Oregon kicker limits what state can spend during flush times

Sen Doug Whitsett

Watch for Dem effort this year to eliminate the personal “kicker” tax refunds

by Sen. Doug Whitsett

Oregon taxpayers may receive a pleasant surprise in the form of an income tax “kicker” refund check, in the event that state revenues continue to outpace current projections. But a much stronger possibility exists that steps will be taken in the upcoming legislative session to deprive Oregonians of this benefit for the sake of further growth in state government.

The state’s kicker law was a product of the dismal economic conditions of the 1970s that were driven by inflationary pressures and fears of runaway property tax increases. In response, the 1979 Legislature passed laws to limit property and income taxes. Both the corporate and personal income tax “kickers” were included as part of those reform efforts.

Stated quite simply, the personal income tax “kicker” refunds excess taxpayer dollars to those who paid the taxes in the first place.  In the event that the income tax actually collected exceeds the estimated income tax revenue by two percent or more, the entire amount in excess of the estimate is returned to the people.

The initial purpose of the “kicker” was to limit the amount of money that the state government could spend during flush economic times. It remains the only functional spending limitation for Oregon state government. It only stands to reason that the enormous sums of money that the “kickers” have returned to taxpayers would otherwise have been spent on expanding bureaucracies and programs beyond our citizens’ abilities to fund them in bad economic times.

Taxpayers have received “kicker” tax refunds repeatedly over the years. The first refund was in 1985, when $90 million was repaid to taxpayers after revenue exceeded the forecast by nearly eight percent. Two years later, more than $220 million was refunded when revenue was over 16 percent above projections. The year 1989 saw roughly $175 million returned to taxpayers after revenue exceeded projections by almost 10 percent.

That same trend continued into the mid and late 1990s. Over $160 million was refunded to Oregonians in 1995; $431 million in 1997 and $167 million in 1999.

The “kicker” refunds proved so popular with Oregonians that they passed Measure 86 during the 2000 election. That measure, which passed with 62 percent of the vote, embedded both the personal income tax “kicker” and the corporate “kicker” rebate into the Oregon Constitution. Since that time, abolishing, reducing or repurposing the peoples’ “kicker” refunds would require a constitutional amendment.

Subsequent to the passage of Measure 86, taxpayers were refunded a whopping $253 million in 2001 and nearly $1 billion in 2007. Refunds were especially high that year because revenue projections were underestimated by over 18 percent.

The Legislature has already made several attempts to limit the refunds owed to the people. The “kickers” have been altered, delayed and suspended by various legislative actions. The corporate “kicker” rebate has actually been repurposed by a constitutional amendment.

In 2012, the people passed Ballot Measure 85 to amend the Oregon Constitution to eliminate the corporate tax rebates. The corporate refunds are now retained by the State in its General Fund to be used to provide additional funding for public K-12 education. In short, the state now keeps the excess corporate taxes instead of refunding them to the corporations that paid the taxes.
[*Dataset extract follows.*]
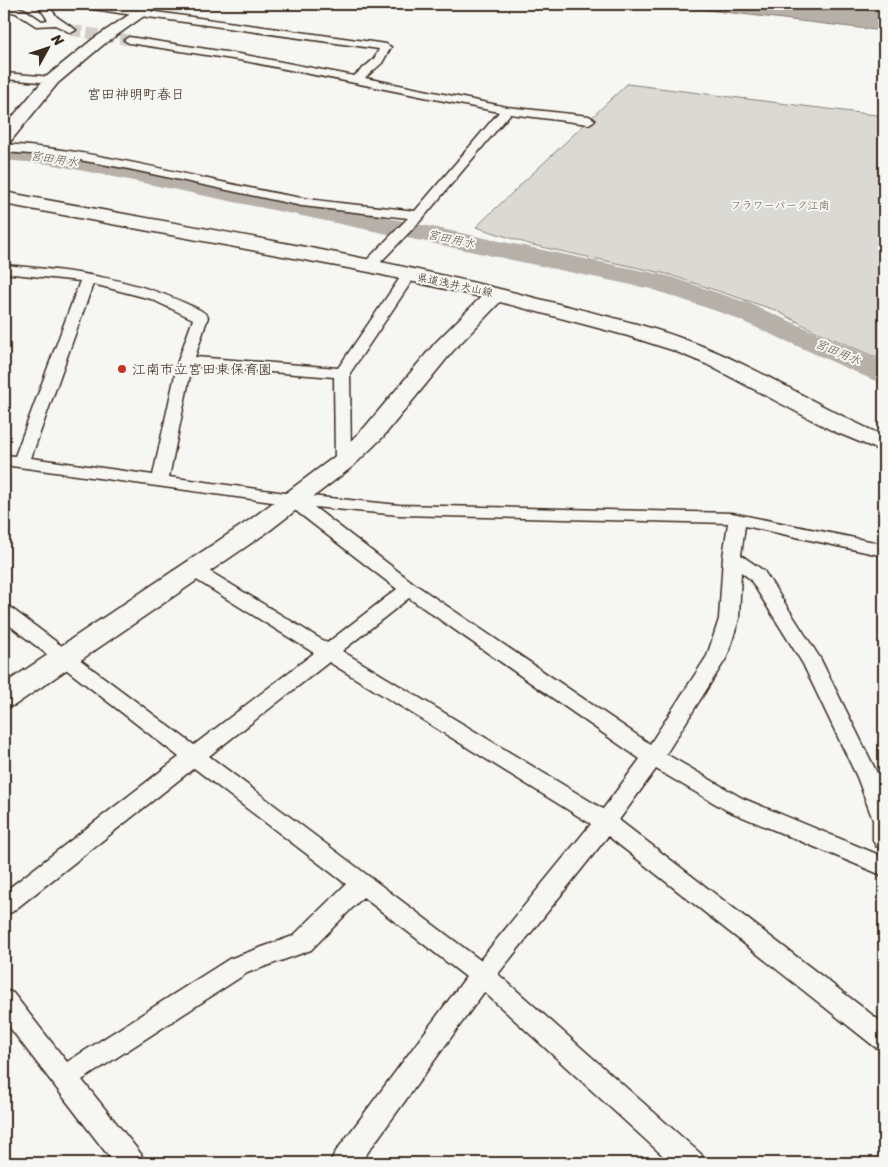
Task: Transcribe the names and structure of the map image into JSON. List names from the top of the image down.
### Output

Governor Kitzhaber’s current proposed budget represents a salient example of why it is so important to have the “kicker’s” intended spending limit in place. He proposes to spend nearly every penny of projected revenue while neglecting to put adequate sums aside in case of emergencies or an unexpected economic downturn. His budget also continues to borrow money up to the state’s credit limits.  Moreover, it fails to set aside money to pay for the refunds in the event that the “kicker” is triggered by higher-than-anticipated income tax collections.

Unfortunately, this is not unusual. Because the revenue forecasts take place long before the revenue is actually collected by the state, it ends up coming out of the general fund in the following biennium. Reducing the revenue available to spend in the next biennium enhances the perception of the “kicker” as contributing to the overall volatility of the state’s tax system.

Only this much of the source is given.